Your goal
Each line of the data that includes "sizing" must be copied.

Extracted data
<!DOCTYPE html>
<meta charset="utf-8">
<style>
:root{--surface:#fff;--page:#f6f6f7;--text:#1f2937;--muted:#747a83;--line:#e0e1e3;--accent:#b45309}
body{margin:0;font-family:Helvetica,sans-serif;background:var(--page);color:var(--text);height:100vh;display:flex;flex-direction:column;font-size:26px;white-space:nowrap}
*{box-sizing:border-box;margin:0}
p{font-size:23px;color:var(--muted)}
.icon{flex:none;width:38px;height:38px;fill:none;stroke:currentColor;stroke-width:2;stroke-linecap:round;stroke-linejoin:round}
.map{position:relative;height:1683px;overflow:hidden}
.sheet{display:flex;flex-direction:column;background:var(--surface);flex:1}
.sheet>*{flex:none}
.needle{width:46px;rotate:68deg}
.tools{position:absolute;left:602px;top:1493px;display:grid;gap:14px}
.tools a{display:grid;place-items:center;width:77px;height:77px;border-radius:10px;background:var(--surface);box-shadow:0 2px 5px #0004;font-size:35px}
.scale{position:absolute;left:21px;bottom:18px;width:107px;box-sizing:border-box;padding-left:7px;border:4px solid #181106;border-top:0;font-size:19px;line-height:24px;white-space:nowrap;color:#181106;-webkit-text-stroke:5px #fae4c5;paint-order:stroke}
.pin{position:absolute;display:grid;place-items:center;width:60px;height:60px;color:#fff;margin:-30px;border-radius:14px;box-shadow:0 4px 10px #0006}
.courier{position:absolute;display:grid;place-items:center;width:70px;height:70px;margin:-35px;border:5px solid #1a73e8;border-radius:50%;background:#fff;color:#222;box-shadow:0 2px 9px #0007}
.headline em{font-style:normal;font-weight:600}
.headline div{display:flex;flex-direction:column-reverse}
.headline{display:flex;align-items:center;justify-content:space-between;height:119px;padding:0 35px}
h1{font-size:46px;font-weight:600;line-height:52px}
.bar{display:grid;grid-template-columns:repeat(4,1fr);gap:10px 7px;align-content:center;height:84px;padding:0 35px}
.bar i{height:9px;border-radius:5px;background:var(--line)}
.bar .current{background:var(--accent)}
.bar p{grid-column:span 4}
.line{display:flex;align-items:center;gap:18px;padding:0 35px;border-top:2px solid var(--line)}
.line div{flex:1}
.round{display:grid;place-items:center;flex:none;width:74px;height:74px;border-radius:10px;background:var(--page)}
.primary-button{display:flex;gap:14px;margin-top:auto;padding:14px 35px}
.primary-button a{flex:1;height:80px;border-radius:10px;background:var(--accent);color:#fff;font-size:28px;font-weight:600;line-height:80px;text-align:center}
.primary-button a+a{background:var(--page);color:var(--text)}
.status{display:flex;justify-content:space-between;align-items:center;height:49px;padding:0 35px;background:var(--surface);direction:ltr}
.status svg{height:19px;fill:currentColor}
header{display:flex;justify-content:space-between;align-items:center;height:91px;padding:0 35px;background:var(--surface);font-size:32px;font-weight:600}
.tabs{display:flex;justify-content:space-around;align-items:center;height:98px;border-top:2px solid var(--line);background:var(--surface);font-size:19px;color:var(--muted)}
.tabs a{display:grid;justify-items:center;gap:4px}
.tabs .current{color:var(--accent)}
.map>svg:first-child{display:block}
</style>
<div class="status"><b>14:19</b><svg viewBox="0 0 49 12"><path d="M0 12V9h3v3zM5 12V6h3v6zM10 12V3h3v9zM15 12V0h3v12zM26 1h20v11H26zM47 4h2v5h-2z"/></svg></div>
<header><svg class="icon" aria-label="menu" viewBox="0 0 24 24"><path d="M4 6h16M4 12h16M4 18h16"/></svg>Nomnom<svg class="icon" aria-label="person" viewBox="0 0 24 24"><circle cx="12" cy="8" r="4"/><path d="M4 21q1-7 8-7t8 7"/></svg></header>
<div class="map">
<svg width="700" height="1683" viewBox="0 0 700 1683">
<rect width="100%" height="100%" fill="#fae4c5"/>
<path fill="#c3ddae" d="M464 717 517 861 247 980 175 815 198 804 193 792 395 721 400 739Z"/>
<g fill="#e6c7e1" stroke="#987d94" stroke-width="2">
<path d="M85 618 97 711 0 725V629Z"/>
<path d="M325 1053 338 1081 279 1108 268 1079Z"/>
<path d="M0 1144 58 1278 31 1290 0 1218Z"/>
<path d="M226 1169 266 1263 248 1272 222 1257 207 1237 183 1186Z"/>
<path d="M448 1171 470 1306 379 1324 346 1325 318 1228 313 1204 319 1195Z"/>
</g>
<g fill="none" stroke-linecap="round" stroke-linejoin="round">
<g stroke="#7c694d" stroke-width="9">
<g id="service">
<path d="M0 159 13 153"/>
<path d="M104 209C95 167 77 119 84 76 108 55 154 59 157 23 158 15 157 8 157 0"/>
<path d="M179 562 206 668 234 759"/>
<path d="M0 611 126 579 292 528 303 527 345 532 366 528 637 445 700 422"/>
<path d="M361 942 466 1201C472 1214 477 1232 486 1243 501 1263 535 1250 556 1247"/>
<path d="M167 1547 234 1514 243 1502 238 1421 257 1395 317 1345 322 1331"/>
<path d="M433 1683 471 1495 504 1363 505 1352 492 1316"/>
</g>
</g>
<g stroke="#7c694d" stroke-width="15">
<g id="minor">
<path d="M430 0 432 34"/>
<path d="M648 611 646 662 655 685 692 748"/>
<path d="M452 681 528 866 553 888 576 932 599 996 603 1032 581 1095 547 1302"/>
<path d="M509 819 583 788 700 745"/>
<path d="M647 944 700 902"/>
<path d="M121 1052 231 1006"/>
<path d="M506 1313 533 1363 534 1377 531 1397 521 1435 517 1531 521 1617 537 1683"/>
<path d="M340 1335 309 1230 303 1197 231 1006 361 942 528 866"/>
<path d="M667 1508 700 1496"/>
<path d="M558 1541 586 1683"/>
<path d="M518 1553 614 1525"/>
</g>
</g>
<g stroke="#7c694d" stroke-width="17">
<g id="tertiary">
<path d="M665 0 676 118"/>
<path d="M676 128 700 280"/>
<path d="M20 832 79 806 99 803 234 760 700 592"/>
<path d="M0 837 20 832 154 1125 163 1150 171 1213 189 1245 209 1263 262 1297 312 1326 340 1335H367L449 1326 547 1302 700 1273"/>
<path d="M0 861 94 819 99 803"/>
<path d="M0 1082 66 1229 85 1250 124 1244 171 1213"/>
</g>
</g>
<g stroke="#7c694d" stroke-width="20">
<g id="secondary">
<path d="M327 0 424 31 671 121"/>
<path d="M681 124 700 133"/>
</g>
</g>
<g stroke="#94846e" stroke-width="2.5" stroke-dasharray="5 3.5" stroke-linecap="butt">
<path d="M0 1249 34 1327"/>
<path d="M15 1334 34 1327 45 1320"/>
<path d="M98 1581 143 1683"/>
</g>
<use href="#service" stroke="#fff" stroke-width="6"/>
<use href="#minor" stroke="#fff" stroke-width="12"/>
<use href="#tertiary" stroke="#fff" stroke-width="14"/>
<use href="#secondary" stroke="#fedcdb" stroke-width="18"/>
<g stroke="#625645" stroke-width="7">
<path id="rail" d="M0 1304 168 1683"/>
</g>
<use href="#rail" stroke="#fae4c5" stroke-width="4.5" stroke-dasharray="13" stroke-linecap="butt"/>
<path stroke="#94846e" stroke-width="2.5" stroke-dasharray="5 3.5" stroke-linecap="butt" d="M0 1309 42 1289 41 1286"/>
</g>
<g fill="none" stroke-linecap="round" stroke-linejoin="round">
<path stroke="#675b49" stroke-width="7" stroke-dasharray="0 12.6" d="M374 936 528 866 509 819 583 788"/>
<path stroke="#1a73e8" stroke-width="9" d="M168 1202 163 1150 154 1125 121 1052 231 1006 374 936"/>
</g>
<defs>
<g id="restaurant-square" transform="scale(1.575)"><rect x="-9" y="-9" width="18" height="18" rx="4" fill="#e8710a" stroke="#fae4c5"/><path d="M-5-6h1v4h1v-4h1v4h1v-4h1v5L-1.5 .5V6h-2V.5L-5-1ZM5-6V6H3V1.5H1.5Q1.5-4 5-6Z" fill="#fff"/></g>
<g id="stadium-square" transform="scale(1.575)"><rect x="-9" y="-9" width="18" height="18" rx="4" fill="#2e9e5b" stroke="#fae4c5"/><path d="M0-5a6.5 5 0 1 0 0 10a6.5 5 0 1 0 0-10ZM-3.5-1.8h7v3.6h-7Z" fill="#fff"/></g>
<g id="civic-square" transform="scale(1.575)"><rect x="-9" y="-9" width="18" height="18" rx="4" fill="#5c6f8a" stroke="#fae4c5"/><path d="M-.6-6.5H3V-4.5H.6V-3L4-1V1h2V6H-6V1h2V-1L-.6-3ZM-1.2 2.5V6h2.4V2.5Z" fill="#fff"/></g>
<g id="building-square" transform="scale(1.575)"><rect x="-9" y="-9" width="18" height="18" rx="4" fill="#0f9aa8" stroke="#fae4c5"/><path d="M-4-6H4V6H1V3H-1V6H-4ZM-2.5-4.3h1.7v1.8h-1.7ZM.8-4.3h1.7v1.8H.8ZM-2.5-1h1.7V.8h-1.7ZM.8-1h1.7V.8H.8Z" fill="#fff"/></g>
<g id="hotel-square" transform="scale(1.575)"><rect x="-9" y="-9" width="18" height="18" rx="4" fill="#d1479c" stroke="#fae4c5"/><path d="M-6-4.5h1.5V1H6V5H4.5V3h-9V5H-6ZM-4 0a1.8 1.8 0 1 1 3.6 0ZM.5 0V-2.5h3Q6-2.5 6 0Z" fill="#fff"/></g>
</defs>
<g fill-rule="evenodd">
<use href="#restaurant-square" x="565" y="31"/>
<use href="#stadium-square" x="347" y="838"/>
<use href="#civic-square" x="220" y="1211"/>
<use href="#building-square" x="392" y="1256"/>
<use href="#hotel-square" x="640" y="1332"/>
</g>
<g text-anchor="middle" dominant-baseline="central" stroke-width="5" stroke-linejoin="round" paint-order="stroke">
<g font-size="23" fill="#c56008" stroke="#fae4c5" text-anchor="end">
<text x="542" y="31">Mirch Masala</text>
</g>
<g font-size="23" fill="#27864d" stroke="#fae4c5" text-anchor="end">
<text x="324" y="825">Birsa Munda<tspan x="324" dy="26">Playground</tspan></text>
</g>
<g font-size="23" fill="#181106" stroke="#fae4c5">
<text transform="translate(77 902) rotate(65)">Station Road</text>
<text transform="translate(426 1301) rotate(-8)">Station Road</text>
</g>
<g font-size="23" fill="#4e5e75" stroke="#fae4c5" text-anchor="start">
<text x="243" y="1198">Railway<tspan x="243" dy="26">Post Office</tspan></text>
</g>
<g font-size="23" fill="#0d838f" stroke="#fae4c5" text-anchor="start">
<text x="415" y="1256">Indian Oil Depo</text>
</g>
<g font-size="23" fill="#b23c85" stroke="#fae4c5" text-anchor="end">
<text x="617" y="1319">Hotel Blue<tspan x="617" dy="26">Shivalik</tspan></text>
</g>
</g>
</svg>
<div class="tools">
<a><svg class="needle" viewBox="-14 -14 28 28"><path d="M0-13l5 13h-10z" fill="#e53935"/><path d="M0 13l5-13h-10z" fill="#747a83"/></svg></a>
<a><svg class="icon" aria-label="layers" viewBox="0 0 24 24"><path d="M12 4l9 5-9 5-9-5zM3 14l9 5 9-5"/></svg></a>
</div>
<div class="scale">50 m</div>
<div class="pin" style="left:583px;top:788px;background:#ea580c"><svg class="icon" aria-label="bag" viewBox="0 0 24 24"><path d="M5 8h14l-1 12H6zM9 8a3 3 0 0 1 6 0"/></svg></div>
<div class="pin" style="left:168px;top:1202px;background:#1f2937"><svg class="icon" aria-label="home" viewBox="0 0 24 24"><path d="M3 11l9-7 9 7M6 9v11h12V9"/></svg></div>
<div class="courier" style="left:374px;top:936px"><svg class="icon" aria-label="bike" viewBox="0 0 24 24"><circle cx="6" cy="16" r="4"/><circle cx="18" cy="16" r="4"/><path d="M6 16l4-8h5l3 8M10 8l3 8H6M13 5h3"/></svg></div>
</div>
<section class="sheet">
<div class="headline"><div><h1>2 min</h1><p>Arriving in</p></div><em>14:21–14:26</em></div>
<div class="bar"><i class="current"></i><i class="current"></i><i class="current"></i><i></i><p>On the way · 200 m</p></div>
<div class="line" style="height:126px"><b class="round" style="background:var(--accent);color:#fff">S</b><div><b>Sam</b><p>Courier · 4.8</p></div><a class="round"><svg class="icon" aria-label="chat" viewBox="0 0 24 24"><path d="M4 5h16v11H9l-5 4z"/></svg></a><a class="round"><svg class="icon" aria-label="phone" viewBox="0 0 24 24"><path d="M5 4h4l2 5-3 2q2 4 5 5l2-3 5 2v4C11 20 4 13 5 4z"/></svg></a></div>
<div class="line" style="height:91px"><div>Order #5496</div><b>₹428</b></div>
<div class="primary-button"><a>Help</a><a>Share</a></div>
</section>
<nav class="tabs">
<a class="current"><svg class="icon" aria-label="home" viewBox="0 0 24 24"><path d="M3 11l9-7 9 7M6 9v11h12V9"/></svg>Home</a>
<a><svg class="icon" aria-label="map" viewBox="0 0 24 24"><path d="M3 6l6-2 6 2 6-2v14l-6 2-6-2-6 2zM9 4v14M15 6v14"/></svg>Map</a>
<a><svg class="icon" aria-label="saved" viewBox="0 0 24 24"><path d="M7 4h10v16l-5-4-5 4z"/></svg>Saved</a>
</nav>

Your response
*{box-sizing:border-box;margin:0}
.scale{position:absolute;left:21px;bottom:18px;width:107px;box-sizing:border-box;padding-left:7px;border:4px solid #181106;border-top:0;font-size:19px;line-height:24px;white-space:nowrap;color:#181106;-webkit-text-stroke:5px #fae4c5;paint-order:stroke}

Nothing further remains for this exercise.